12.11.2025
Nach Veränderungen und Führungswechsel
Nach Jahren gemeinsamer Aufbauarbeit gaben die Gründungsgesellschafter ein Statement zur aktuellen Situation rund um das Team aus NRW ab. In einer öffentlichen Erklärung haben Renè Alexander Engel, Martin Wagner, David Wallen, Ottogerd Karasch und Markus Fong deutliche Kritik an der aktuellen Entwicklung des zweifachen ELF-Champions geäußert - und sich klar von der derzeitigen Führung distanziert.

Vor viereinhalb Jahren hatten die fünf Unterzeichner das Projekt Rhein Fire ins Leben gerufen - mit dem Ziel, "eine Organisation aufzubauen, wie wir sie uns in unserer aktiven Zeit immer gewünscht hätten", heißt es in der Erklärung.
Werte wie Professionalität, Fairness und echte Leidenschaft für den Sport hätten von Beginn an im Mittelpunkt gestanden. Wirtschaftlicher Gewinn sei dabei nie der Antrieb gewesen, sondern die Förderung des Sports und der Aufbau eines professionellen Football-Teams für die Fans in Nordrhein-Westfalen.
Mit dieser Philosophie entwickelte sich Rhein Fire zwischen 2022 und 2024 zu einer der erfolgreichsten Marken im europäischen American Football, gekrönt durch die Meisterschaften 2023 und 2024.
Wie die Gesellschafter erklären, habe sich die Situation seit Oktober 2024 grundlegend verändert.
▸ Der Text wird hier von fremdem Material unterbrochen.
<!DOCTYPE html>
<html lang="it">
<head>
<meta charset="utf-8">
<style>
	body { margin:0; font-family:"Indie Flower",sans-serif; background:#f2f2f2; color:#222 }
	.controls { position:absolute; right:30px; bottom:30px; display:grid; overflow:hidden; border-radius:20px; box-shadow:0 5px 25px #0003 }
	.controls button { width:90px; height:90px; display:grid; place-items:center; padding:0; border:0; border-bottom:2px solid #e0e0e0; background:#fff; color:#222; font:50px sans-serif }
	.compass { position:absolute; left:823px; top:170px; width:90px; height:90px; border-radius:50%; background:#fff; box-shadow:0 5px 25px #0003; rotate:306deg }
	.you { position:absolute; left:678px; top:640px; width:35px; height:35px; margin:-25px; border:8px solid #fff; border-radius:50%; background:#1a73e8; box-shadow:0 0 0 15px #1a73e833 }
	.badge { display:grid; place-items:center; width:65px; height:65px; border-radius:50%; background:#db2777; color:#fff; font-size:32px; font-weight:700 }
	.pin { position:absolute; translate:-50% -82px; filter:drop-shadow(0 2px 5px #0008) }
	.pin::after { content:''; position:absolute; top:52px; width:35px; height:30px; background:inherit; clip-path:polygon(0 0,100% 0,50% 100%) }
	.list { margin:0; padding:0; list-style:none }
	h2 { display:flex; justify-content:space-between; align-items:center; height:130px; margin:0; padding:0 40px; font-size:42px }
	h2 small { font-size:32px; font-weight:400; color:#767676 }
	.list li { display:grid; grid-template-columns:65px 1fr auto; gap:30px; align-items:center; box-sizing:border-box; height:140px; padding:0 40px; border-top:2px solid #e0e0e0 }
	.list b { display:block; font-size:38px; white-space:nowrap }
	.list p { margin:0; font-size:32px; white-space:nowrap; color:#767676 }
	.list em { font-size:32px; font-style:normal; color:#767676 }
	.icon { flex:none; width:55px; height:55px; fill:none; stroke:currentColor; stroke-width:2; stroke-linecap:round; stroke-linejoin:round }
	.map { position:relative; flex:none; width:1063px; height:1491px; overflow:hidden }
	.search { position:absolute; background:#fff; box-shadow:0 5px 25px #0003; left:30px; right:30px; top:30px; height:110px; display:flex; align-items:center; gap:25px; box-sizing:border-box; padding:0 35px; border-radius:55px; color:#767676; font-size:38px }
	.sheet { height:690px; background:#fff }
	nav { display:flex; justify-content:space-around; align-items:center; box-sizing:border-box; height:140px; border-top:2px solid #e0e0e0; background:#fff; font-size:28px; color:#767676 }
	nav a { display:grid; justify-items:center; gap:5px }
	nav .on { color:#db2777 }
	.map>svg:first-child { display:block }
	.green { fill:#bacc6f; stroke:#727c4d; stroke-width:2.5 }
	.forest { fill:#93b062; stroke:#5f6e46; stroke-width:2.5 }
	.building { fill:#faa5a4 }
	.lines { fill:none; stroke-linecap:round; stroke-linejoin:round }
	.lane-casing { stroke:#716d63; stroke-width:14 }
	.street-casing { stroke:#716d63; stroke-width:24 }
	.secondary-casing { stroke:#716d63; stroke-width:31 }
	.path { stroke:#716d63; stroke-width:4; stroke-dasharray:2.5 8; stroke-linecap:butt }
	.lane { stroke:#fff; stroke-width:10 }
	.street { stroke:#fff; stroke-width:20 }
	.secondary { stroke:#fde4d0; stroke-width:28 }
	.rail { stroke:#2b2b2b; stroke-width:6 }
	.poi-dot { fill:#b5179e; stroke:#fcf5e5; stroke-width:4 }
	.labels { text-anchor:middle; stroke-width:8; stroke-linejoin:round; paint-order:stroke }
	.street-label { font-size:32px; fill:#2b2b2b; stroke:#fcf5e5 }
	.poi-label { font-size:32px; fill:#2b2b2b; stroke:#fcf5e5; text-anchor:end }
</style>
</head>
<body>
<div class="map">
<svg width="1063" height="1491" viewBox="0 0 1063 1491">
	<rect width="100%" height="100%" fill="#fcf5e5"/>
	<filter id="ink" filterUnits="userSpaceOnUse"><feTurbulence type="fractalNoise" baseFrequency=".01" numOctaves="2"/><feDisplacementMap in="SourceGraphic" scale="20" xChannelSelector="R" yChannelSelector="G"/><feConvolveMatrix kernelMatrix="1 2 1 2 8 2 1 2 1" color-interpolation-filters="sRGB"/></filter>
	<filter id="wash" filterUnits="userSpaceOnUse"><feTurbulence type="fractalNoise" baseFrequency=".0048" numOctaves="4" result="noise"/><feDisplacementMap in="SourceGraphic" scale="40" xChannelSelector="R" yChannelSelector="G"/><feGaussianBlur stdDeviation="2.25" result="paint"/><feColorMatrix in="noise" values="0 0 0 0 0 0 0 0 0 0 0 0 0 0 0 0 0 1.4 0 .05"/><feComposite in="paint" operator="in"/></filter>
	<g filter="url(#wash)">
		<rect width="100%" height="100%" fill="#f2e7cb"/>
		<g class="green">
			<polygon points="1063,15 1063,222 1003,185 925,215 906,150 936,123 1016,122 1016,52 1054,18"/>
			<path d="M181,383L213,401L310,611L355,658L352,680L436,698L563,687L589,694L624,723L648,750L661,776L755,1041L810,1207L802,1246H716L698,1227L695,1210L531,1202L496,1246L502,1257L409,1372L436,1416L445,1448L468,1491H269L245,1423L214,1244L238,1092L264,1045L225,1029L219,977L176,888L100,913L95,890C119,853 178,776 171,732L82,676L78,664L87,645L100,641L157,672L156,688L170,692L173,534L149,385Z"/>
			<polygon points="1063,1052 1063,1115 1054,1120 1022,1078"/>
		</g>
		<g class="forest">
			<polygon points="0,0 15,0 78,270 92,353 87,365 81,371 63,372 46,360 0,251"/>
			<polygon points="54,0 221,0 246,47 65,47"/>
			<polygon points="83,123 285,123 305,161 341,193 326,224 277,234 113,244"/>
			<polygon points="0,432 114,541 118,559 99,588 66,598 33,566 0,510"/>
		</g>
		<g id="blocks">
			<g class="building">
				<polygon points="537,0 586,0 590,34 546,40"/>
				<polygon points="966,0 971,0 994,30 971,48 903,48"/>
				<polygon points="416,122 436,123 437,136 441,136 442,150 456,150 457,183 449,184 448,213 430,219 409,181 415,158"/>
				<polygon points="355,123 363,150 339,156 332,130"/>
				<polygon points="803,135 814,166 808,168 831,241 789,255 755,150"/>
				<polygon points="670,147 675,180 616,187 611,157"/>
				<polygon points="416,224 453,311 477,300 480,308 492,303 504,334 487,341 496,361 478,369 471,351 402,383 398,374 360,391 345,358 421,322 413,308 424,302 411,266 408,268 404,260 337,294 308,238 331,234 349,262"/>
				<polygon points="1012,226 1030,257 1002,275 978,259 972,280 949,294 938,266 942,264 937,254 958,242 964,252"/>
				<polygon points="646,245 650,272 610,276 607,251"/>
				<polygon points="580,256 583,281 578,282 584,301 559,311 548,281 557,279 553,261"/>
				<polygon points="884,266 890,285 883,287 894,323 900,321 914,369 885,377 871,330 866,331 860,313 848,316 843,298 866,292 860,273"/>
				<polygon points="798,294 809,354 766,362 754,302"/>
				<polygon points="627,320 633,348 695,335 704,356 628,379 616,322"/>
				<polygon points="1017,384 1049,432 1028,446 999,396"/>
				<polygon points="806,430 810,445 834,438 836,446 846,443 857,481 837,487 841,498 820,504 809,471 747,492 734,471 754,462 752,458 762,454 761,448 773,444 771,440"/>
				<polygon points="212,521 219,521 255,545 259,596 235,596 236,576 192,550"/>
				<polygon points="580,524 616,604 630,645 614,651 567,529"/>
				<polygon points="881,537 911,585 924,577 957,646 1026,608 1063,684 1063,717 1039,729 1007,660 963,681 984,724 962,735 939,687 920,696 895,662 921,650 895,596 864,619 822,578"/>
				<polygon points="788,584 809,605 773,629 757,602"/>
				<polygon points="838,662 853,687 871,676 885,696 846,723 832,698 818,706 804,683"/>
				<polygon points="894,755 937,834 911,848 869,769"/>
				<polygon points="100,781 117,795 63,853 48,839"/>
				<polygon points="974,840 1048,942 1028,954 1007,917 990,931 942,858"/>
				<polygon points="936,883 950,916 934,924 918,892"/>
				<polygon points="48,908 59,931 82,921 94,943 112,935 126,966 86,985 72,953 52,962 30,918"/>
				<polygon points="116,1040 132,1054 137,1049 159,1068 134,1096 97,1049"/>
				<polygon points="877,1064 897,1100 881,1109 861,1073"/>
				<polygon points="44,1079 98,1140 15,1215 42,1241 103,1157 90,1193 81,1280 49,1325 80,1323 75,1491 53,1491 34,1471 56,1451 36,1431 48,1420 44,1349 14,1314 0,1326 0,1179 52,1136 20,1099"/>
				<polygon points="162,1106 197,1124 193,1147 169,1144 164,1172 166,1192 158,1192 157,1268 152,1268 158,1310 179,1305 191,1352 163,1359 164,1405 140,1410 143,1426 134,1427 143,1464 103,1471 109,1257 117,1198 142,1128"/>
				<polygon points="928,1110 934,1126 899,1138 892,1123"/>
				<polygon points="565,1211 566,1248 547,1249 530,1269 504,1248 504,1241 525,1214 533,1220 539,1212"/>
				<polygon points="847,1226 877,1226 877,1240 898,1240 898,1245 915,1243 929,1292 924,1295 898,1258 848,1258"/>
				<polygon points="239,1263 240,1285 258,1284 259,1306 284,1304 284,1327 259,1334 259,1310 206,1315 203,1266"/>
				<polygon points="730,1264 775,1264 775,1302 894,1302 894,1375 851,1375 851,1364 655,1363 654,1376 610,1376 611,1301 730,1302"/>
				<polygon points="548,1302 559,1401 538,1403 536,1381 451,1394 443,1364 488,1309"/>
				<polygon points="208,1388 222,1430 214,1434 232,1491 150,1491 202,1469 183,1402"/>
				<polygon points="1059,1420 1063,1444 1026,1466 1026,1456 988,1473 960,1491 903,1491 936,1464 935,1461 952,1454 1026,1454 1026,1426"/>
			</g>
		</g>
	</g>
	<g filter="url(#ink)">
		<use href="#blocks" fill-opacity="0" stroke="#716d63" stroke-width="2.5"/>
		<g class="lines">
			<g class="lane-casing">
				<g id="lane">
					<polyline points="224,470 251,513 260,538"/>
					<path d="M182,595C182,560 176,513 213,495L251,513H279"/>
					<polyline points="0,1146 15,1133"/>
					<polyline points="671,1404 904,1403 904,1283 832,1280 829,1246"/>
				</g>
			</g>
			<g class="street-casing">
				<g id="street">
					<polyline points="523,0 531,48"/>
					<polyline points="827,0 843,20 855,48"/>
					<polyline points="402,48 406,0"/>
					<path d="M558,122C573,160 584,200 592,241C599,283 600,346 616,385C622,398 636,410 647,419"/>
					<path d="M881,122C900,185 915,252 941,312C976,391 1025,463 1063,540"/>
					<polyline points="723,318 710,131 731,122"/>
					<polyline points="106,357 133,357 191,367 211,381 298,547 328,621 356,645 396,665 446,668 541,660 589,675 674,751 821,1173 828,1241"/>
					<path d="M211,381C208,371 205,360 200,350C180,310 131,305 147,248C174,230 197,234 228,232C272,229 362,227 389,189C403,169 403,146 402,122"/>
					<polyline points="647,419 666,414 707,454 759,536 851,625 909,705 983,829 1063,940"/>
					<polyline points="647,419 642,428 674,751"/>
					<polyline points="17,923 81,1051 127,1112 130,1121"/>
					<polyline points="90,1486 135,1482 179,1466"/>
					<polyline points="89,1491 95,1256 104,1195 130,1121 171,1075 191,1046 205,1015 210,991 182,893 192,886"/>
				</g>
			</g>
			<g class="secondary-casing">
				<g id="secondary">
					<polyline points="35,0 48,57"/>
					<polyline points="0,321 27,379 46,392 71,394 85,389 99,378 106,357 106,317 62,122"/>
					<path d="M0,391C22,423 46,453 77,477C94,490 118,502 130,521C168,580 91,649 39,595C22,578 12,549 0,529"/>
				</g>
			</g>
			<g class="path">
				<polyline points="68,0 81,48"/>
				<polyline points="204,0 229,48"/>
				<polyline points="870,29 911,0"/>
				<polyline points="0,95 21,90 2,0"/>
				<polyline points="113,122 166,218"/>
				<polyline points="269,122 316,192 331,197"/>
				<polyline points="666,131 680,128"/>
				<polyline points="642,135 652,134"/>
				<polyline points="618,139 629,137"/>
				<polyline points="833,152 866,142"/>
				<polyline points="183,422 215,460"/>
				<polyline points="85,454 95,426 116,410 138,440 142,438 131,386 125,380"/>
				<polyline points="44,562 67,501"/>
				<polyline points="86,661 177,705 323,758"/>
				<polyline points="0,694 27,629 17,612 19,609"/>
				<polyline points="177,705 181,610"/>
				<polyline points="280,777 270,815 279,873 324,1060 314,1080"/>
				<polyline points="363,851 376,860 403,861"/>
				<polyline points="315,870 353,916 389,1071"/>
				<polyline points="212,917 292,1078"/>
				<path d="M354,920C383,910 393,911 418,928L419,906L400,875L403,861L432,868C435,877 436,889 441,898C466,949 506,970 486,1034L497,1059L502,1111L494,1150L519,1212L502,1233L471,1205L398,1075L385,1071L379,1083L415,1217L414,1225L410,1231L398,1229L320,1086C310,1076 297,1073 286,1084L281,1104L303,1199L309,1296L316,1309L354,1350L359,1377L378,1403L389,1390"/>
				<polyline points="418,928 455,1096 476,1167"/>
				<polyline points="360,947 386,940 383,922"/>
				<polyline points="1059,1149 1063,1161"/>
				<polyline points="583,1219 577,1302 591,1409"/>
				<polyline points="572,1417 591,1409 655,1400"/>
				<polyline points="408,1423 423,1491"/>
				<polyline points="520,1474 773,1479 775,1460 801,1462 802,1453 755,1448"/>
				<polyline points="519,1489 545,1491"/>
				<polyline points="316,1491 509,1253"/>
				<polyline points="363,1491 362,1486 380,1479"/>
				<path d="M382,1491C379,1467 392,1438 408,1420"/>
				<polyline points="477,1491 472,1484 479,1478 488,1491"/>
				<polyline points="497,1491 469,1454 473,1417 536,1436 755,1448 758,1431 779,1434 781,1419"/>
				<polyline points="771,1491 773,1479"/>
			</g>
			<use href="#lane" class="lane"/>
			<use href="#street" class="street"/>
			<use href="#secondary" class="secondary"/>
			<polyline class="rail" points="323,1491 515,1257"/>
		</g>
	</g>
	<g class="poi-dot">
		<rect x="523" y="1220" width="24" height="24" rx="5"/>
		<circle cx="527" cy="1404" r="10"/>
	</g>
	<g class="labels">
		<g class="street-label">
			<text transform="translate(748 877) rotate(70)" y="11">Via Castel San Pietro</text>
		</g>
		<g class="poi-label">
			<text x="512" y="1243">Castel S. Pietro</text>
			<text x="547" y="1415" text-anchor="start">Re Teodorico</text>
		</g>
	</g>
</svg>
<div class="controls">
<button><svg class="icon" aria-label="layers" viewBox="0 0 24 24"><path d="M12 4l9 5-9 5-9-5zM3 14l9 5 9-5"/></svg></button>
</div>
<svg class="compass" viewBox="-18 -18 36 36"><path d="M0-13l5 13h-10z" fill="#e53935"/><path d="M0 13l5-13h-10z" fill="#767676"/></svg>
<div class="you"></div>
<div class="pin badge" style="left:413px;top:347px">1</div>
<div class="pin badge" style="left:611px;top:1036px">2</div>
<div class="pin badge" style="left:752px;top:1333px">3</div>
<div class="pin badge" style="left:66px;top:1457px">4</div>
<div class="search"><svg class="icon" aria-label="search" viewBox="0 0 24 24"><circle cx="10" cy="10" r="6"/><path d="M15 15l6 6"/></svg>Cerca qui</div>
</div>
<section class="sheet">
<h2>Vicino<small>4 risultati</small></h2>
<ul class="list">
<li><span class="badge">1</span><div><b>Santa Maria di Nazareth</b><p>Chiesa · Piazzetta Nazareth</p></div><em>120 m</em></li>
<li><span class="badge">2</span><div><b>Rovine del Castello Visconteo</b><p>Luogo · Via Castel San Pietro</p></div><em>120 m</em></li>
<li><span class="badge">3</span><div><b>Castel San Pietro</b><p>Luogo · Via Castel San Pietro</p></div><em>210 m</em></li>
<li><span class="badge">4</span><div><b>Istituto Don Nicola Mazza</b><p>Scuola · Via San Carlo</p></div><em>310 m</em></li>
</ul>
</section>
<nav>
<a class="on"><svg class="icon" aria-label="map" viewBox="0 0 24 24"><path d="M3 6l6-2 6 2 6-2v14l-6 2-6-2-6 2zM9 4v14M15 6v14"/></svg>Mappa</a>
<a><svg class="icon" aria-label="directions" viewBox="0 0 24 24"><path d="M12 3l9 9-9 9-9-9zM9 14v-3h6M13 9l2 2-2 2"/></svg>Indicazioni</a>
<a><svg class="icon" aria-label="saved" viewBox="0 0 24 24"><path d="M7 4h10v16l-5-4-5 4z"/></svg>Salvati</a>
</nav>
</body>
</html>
Durch neue Mehrheitsverhältnisse in der Betreibergesellschaft hätten sie keinen Einfluss mehr auf die strategische Ausrichtung.
"In der Folge sind eigene, auch monetäre Interessen einzelner Mitgesellschafter in den Vordergrund getreten", heißt es in der Mitteilung. Zudem habe sich der Umgang innerhalb der Organisation deutlich gewandelt - "weg von den Werten, die für uns von Beginn an Grundlage des Projekts waren."
Zu den Folgen zählen laut Erklärung mehrere personelle Veränderungen: Ticketing-Manager Marc Nantke, Sportdirektor Max Paatz und Head Coach Jim Tomsula hätten die Organisation bereits verlassen.
Besonders kritisch äußern sich die Gründer über die Abkehr vom Namen und der Marke "Rhein Fire". Diese Entscheidung sei "kampflos" gefallen und widerspreche der Geschichte und Identität des Projekts. Für viele Fans und Wegbegleiter sei "Rhein Fire" mehr als ein Markenname gewesen, nämlich ein Symbol für Zusammenhalt und Erfolg.
Trotz der klaren Distanzierung bedanken sich die Unterzeichner ausdrücklich bei Fans, Partnern, Cheerleadern, Mitarbeitenden und Staff für ihre jahrelange Unterstützung. "Rhein Fire war für uns immer mehr als ein Team. Es war eine Familie."
Sie kündigten dennoch an, Gesellschafter zu bleiben und sich auch künftig im American Football engagieren zu wollen - "für die Werte, die diesen Sport ausmachen, und für die Menschen, die ihn leben."